Extracted data entries:
Content starts

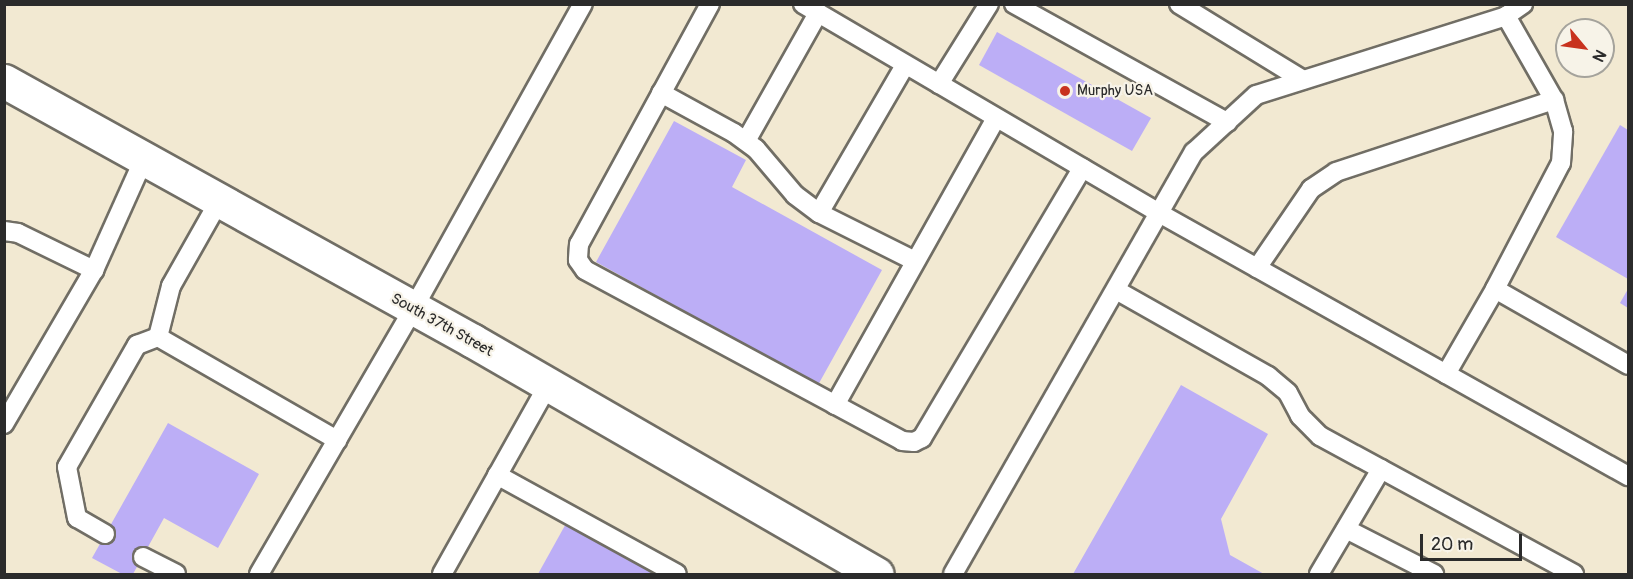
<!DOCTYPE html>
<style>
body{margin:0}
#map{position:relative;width:1633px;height:579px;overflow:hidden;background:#f2e9d2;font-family:Pangolin,sans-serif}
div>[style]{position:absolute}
.building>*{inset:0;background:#bcaef6}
.roads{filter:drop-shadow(2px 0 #716e65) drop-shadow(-2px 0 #716e65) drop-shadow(0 2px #716e65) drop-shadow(0 -2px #716e65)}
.lane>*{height:18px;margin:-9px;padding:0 9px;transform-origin:9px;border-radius:9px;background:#fff}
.secondary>*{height:33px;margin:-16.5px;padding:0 16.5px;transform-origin:16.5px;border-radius:16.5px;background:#fff}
.dots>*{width:16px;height:16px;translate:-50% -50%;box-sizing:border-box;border:3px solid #f7f3e8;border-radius:50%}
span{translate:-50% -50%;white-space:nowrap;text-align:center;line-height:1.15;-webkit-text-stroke:4.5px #f7f3e8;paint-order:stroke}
.poi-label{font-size:15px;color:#2b2b2b}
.left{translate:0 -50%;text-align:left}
.street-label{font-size:15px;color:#2b2b2b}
.frame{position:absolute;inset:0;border:6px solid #2b2b2b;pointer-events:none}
.north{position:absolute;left:1555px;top:18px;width:60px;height:60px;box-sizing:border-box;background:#f7f3e8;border:2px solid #a5a39c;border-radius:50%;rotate:119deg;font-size:16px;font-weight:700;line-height:24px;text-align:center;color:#2b2b2b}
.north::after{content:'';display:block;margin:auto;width:21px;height:27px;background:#c8321e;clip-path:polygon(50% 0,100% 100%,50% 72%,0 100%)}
.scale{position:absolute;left:1420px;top:534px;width:102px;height:27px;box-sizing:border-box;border:3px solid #2b2b2b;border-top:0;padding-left:8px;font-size:18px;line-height:21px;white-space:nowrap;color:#2b2b2b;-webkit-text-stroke:4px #f7f3e8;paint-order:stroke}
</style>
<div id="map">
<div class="building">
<div style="clip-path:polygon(997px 32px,1151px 118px,1132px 151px,979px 65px)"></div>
<div style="clip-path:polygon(674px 121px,746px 160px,732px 187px,882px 270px,818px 385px,596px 262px)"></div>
<div style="clip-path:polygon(1620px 125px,1628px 130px,1628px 279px,1556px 237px)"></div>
<div style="clip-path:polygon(1628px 289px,1628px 308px,1620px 303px)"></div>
<div style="clip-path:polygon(1181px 385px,1268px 434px,1221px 519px,1230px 555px,1264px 574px,1073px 574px)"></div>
<div style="clip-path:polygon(168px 423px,259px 474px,218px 548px,164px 518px,133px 574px,122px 574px,92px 558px)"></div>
<div style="clip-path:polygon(568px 520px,667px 574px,538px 574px)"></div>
</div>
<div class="roads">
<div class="lane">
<div style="left:710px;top:4px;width:273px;rotate:118.6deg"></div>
<div style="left:579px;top:244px;width:16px;rotate:94deg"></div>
<div style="left:578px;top:260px;width:12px;rotate:55deg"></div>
<div style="left:585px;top:270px;width:360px;rotate:28.3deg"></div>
<div style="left:902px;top:441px;width:12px;rotate:5deg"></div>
<div style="left:914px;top:442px;width:9px;rotate:-27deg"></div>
<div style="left:922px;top:438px;width:314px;rotate:-59.3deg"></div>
<div style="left:803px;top:4px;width:413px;rotate:30.4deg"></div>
<div style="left:1159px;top:213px;width:538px;rotate:29.28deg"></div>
<div style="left:1014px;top:4px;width:244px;rotate:29deg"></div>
<div style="left:1179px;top:4px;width:145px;rotate:31.5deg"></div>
<div style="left:939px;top:84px;width:94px;rotate:-58deg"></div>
<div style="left:661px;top:93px;width:83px;rotate:28.7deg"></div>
<div style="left:734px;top:133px;width:27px;rotate:36deg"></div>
<div style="left:756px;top:149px;width:60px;rotate:49.7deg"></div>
<div style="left:795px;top:195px;width:30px;rotate:37deg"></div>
<div style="left:819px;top:213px;width:107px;rotate:26.6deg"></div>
<div style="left:746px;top:141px;width:147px;rotate:-60.6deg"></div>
<div style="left:819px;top:213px;width:171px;rotate:-59.8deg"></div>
<div style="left:4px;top:231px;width:14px;rotate:8deg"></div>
<div style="left:18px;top:233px;width:85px;rotate:26deg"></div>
<div style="left:1257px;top:268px;width:96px;rotate:-55.6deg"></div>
<div style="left:1311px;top:189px;width:30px;rotate:-34deg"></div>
<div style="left:1336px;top:172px;width:230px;rotate:-18.3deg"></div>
<div style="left:1495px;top:289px;width:142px;rotate:-62.4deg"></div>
<div style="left:1561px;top:163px;width:32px;rotate:-86deg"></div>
<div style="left:1563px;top:131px;width:32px;rotate:-106deg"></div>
<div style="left:1554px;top:100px;width:97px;rotate:-119.7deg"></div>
<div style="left:1116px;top:290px;width:175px;rotate:29.5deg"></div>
<div style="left:1268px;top:376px;width:26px;rotate:40deg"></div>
<div style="left:1288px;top:393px;width:26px;rotate:62deg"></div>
<div style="left:1300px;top:416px;width:28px;rotate:45deg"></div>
<div style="left:1320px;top:436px;width:289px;rotate:28.5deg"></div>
<div style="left:158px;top:337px;width:207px;rotate:29.9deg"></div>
<div style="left:158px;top:337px;width:53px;rotate:-75.7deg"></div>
<div style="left:171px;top:286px;width:98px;rotate:-60.5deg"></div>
<div style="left:1446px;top:374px;width:98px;rotate:-60deg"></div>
<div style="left:1495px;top:289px;width:153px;rotate:29.7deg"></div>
<div style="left:835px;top:405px;width:329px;rotate:-60.7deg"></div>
<div style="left:4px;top:424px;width:178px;rotate:-59.7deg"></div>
<div style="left:94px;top:270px;width:122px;rotate:-65.8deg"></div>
<div style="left:497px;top:475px;width:205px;rotate:28.8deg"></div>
<div style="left:1346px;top:529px;width:99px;rotate:27.1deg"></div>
<div style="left:105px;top:534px;width:32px;rotate:-150deg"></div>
<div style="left:77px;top:518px;width:52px;rotate:-101.1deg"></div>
<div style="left:67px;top:467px;width:141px;rotate:-60.2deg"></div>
<div style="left:137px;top:345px;width:22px;rotate:-21deg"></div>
<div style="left:143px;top:557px;width:37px;rotate:27deg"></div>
<div style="left:259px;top:574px;width:306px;rotate:-59.8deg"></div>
<div style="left:413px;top:309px;width:349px;rotate:-60.9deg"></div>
<div style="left:442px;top:574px;width:217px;rotate:-60.7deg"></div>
<div style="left:953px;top:574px;width:486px;rotate:-60.3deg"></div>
<div style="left:1194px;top:152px;width:84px;rotate:-42.6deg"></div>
<div style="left:1256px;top:95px;width:262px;rotate:-17.5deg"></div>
<div style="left:1506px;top:16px;width:21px;rotate:-35deg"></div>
<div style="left:1319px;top:574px;width:122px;rotate:-59.4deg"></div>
</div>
<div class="secondary">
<div style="left:4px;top:81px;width:536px;rotate:29deg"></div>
<div style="left:473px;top:341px;width:466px;rotate:30deg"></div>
</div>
</div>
<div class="dots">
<div style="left:1065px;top:91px;background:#c8321e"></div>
</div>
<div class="poi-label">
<span class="left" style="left:1077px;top:91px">Murphy USA</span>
</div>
<div class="street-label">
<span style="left:442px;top:325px;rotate:29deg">South 37th Street</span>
</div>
<div class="frame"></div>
<div class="north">N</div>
<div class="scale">20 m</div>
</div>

Content ends

EXERCISE OBJECTIVE
Your answer must be the lines from the opening line of the entries through the line holding "0 #716e65) drop-shadow(-2px", written out exactly and without any picture.

ANSWER SECTION
<!DOCTYPE html>
<style>
body{margin:0}
#map{position:relative;width:1633px;height:579px;overflow:hidden;background:#f2e9d2;font-family:Pangolin,sans-serif}
div>[style]{position:absolute}
.building>*{inset:0;background:#bcaef6}
.roads{filter:drop-shadow(2px 0 #716e65) drop-shadow(-2px 0 #716e65) drop-shadow(0 2px #716e65) drop-shadow(0 -2px #716e65)}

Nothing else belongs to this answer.